IHS's September forecast puts UK growth at just 1 percent in 2011.
The Institute of Directors (IoD), a business lobby group, last week called for a 50 billion pound ($79 billion) extension to QE.
"The time to launch QE2 has arrived," IoD Chief Economist Graeme Leach said. "The downside economic risks are sufficiently great to warrant an extension in quantitative easing now, in order to avoid the risk of a double-dip recession. We already have an L-shaped economic recovery and the hit to business and consumer confidence over the summer risks a slip back into recession, which could have dire fiscal consequences. Expanding QE by 50 billion pounds initially is a sensible and limited response."
Others, including economist George Buckley at Deutsche Bank, believe that while the risks to the UK are strongly to the downside, they are unlikely to be severe enough to prompt a second program.
Research published by Deutsche on Monday suggests that the first round of QE did have an affect on the UK economy, reducing gilt yields on maturities bought by the bank by 70 basis points and increasing the money supply to the economy. During the first round of QE, corporates were able to increase their borrowing from the financial markets, Deutsche found.
However, Buckley wrote, third-quarter GDP growth may show that the UK has shrugged off the temporary drags of the Japanese earthquake and the royal wedding -- those "special factors" shaved 0.5 percent off growth in the second quarter, according to the Office for National Statistics.
Furthermore, Buckley noted, a law of diminishing returns may be in effect, reducing the potential upside of a second round of QE. The effect of such a program on consumption, currently very weak in the UK, is also doubtful. Finally, he said, the monetary stimulus that the bank has provided through its dramatic rate cut during the crisis, and its decision to hold rates at 0.5 percent, call into question the need for another stimulus.
Osborne appears to be inflexible on government cuts and is unlikely to reign in his targets in order to provide a temporary respite to the economy.
The chancellor remains under pressure, not only because of recent revelations about his private life. Youth unemployment, widely thought to be a root cause of the violent riots that shook several British cities in August, remains high, and households are only just beginning to feel the pinch from the government's austerity measures.
The UK's recession will "cast a long shadow" over living standards, which look likely to decline until 2013-14, according to a new report from the Institute of Fiscal Studies (IFS), an influential think tank.
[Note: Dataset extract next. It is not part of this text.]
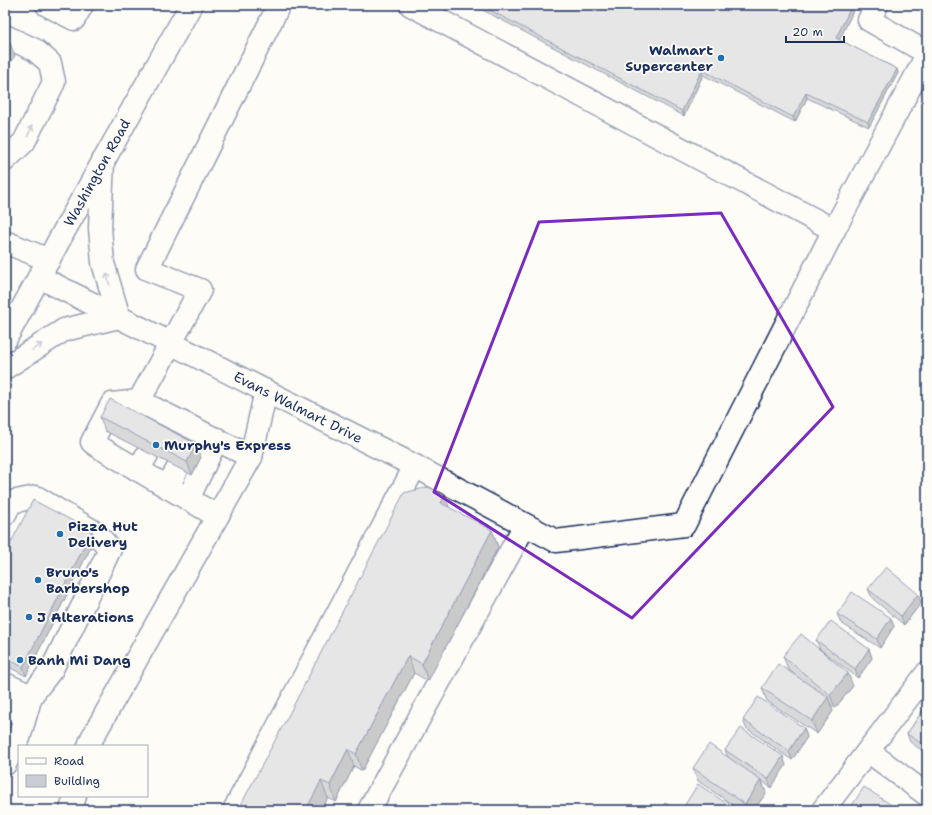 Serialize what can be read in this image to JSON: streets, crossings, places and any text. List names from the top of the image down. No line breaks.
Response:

State support and welfare systems initially cushioned the blow of the recession for many households, the IFS said, but "the pain was most definitely delayed, rather than avoided," according to the report. With the government now cutting back spending, and with benefits, tax credits and earnings all falling back in real terms in 2010-11, the think tank said that the country has experienced "one of the worst decades for changes in living standards since at least the Second World War."